Quelle différence y-a-t-il entre un notaire lambda et un notaire habilité à s’exprimer au nom et pour le compte de la profession ? Des années de respect scrupuleux des règles et de soutien aveugle à l’union de la profession conçue comme uniformité… Le conformisme, maladie contagieuse, a même fini par transformer les « fers de lance » du volontariat en « gentils petits toutous », prêts à faire les beaux à tout moment pour ne pas perdre leur su-sucre. Maître… Comment peut-on encore souhaiter se faire appeler “maître” lorsqu’on ne maîtrise plus rien ? Comment peut-on encore accepter que l’ingérence de l’institutionnel se porte au-delà de ce qui constitue l’essence de la profession et que tout soit dicté par des personnes qui n’ont finalement aucune légitimité à ce titre ? Bercés par les accents faussement modernes de la musique de chambre, nous n’entendons plus les échos des véritables musiques modernes. Alors, dans le secret des bureaux, les soupirs nostalgiques traduisent les douleurs refoulées… Où est passée la Conférence du Plan et ses joyeux bricoleurs d’utopie notariale ? Qu’est devenu Jeune Notariat ? À quoi ser(ven)t le(s) syndicat(s) (1) ?

 

L’avenir en ligne de mire

Faisons un rêve.
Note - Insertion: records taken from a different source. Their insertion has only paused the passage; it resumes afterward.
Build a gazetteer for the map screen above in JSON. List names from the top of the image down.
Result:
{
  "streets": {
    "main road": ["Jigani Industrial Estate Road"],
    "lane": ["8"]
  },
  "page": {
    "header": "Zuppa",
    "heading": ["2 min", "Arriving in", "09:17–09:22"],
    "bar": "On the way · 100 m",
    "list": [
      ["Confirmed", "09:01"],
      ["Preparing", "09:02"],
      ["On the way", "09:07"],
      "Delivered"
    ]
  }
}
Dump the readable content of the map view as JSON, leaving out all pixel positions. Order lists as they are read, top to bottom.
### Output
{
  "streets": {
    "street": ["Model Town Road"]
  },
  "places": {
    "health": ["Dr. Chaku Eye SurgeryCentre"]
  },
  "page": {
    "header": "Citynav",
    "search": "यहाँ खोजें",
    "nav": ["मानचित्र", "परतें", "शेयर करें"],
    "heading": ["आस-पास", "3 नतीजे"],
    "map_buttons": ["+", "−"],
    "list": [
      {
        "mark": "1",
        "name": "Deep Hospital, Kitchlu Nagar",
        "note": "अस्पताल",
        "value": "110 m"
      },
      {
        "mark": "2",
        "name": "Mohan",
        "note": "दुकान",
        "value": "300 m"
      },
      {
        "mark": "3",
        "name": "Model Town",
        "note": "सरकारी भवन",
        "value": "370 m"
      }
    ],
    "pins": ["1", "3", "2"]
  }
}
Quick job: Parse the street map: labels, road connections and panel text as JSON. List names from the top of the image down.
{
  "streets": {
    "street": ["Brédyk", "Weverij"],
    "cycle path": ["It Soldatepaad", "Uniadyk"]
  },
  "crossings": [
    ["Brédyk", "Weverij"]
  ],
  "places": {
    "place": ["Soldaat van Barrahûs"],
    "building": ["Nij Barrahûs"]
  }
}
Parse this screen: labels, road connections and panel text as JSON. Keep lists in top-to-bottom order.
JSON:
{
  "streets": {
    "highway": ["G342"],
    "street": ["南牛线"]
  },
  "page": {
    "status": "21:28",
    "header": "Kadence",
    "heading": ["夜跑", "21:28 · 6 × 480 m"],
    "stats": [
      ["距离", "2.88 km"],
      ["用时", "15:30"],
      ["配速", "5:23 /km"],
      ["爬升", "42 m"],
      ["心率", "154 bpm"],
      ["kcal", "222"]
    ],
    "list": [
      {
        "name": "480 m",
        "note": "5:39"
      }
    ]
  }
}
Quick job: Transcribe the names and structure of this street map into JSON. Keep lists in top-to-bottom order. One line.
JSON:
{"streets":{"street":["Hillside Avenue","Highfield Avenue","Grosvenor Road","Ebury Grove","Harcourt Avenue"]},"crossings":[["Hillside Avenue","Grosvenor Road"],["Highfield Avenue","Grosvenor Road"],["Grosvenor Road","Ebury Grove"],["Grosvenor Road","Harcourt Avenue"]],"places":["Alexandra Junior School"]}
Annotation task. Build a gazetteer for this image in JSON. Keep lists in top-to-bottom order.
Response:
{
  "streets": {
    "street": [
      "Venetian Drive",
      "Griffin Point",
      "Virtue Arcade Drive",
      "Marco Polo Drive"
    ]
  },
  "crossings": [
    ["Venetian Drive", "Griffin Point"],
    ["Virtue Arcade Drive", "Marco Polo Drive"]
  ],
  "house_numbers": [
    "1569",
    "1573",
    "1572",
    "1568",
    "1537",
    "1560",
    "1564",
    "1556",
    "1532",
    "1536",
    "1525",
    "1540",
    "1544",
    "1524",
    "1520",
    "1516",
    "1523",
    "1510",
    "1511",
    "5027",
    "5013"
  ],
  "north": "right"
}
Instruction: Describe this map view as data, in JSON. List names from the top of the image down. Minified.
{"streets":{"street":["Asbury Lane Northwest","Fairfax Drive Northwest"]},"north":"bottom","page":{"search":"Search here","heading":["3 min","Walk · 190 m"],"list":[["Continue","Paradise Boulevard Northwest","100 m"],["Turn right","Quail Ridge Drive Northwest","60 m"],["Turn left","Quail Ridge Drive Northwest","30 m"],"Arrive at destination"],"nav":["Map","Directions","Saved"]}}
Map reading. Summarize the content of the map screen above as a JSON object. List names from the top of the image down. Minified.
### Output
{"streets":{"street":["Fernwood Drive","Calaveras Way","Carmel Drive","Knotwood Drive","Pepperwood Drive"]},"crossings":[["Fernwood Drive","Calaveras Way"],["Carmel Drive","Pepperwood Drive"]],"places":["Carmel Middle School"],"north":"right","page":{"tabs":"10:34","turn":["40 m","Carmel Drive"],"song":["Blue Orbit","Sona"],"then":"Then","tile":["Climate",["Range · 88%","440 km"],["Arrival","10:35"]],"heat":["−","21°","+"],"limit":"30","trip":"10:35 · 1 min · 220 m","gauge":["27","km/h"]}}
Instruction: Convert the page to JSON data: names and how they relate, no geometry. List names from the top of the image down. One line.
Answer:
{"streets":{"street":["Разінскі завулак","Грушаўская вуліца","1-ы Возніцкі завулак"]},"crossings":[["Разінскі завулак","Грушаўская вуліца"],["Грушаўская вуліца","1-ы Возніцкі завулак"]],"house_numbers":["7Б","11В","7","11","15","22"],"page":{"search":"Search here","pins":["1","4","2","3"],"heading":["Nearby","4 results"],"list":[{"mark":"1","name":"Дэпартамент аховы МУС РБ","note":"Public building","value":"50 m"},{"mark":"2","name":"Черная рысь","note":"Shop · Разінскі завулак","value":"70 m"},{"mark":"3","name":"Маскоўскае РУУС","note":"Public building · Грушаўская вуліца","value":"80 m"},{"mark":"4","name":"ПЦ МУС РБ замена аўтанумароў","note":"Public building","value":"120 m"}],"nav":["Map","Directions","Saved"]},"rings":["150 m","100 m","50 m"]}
Et si, du passé, nous faisions table rase (sans, pour autant vider les placards à archives, ni exterminer nos ainés survivants)… Et si, de l’avenir, nous faisions notre seul point de mire… Et si nous combattions l’uniformité par l’union ? Mais rêver ne mène nulle part. MLK, au fil des années, nous l’a bien fait comprendre ! À son réveil, le dormeur se trouve de nouveau confronté à la réalité. Alors, faisons de ce rêve une réalité tangible. Par l’addition de nos capacités individuelles, nous multiplierons notre potentiel global. Il n’est pas nécessaire de « couper tout ce qui dépasse ». Au contraire, même, les rameaux qui dépassent sont peut-être les prémices de branches solides et méritent toute notre attention. C’est impossible ? C’est sans doute aussi ce qu’ont entendu tous ceux qui, dans le passé, ont souhaité s’investir, et, au premier chef, le fondateur de cette revue, Louis Reillier. Mais, aurait dit Mark Twain, il ignorait que c’était impossible, et il l’a fait. Suivant son exemple, nous vous invitons aujourd’hui : « Vous dont la conception des choses est voisine de la nôtre, Vous qui approuvez notre doctrine corporative tendant à l’unité du notariat, dans le respect de la liberté pour chacun d’adhérer à tel groupement que bon lui semble, Vous qui approuvez les solutions que nous préconisons en vue de plus de justice et de plus de fraternité au sein du notariat, Vous qu’intéressent nos suggestions pour accroître l’utilité sociale du notariat, Vous qui, avec nous, êtes à la recherche d’un meilleur équilibre humain, d’une meilleure productivité de votre étude, Vous tous qui n’êtes pas des blasés, des « amortis », mais qui êtes avides de vous intéresser à des idées nouvelles, qui êtes partisans de la recherche d’un style nouveau dans le notariat » (2)… à venir grossir les rangs de… NOTAIRES DEMAIN !!!   1 – Ben oui, il semblerait qu’il y ait deux syndicats. 2 – Louis Reillier, Pompadour-Jeune Notariat, n° 29 mai 1958.